= National Junior Girls Chess Championship (India) =

The National Junior Girls (Under-19) Chess Championship is an annual national-level chess tournament for Indian female players under the age of 19. The championship is held in different cities across India and serves as one of the most important junior chess competitions in the country. As of 2025, a total of 39 editions of the tournament have been conducted.

The competition is open to players who are under 19 years of age and actively competing in professional chess.

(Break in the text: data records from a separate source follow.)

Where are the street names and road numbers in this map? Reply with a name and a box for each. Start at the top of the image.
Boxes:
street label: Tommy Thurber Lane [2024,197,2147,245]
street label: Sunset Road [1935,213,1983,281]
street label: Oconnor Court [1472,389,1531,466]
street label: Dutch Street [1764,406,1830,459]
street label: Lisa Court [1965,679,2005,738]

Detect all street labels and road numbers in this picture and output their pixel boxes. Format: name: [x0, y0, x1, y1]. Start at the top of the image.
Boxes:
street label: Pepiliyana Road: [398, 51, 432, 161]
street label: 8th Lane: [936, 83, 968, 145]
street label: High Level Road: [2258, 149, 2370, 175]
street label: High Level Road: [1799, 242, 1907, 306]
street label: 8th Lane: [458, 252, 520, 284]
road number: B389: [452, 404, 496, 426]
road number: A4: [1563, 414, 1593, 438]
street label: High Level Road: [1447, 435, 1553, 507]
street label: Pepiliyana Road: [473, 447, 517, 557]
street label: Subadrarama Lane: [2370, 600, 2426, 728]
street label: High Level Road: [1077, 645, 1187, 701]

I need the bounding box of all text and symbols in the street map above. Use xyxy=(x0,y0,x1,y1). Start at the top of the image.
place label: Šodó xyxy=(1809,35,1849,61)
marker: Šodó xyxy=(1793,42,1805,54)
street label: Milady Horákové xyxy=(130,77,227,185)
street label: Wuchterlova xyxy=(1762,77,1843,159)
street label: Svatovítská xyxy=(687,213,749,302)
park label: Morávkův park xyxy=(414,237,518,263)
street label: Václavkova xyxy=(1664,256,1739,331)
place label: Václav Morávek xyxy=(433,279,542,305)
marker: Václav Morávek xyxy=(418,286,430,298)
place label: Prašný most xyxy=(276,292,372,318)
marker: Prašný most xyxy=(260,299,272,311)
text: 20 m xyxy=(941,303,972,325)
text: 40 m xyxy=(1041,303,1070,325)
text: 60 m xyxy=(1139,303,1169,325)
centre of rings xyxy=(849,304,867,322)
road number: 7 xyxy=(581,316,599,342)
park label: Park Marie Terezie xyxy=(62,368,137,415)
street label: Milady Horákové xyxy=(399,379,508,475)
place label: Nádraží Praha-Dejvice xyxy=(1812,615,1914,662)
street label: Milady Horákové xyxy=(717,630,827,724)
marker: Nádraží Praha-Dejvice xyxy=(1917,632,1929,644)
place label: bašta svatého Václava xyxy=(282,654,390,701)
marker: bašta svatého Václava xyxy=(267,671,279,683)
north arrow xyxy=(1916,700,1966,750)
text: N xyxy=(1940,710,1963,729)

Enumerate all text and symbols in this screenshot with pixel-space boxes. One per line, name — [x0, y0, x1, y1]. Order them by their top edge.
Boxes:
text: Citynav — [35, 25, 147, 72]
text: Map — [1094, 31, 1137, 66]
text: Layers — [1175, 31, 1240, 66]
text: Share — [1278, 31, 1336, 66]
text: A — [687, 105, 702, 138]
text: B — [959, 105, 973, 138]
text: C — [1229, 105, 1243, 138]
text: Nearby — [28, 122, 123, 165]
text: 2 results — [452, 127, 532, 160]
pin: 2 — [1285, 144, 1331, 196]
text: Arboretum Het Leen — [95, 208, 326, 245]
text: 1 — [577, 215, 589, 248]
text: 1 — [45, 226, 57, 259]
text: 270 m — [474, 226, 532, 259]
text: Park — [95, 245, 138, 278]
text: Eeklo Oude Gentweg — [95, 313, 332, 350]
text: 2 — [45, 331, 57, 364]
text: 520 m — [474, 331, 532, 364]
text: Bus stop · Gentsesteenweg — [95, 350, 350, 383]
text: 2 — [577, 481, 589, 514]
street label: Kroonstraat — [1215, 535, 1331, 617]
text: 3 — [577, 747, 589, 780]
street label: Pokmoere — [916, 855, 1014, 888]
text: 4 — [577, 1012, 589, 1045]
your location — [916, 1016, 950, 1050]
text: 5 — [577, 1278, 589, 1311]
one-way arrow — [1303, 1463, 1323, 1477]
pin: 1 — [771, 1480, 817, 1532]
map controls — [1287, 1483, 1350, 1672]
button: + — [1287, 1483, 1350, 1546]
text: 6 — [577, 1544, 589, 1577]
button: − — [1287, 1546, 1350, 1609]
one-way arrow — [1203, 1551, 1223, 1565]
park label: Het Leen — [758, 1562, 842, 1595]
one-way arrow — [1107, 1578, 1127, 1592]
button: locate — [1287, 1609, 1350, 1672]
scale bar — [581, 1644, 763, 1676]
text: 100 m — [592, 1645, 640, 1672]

The championship provides a significant platform for emerging Indian chess players to gain competitive experience and advance toward the international level.

Murali Reddy Saritha won the inaugural edition in 1987. She achieved a rare distinction of becoming a national champion in the Sub-Junior, Junior, and Senior categories in 1987. Soumya Swaminathan (chess player) holds the record for the most titles, having won the championship three times in 2005, 2006, and 2008. Shubhi Gupta is the reigning National Junior Girls Chess Champion, having also won the title in 2023. The winner of the tournament receives a cash prize of ₹1,00,000 from the event organizers.

Several former National Junior Girls Champions, including Nisha Mohota, Harika Dronavalli, Tania Sachdev, Padmini Rout, Bhakti Kulkarni, and Soumya Swaminathan (chess player), later went on to win the Indian Chess Championship, highlighting the tournament’s role in developing top-level players in Indian chess.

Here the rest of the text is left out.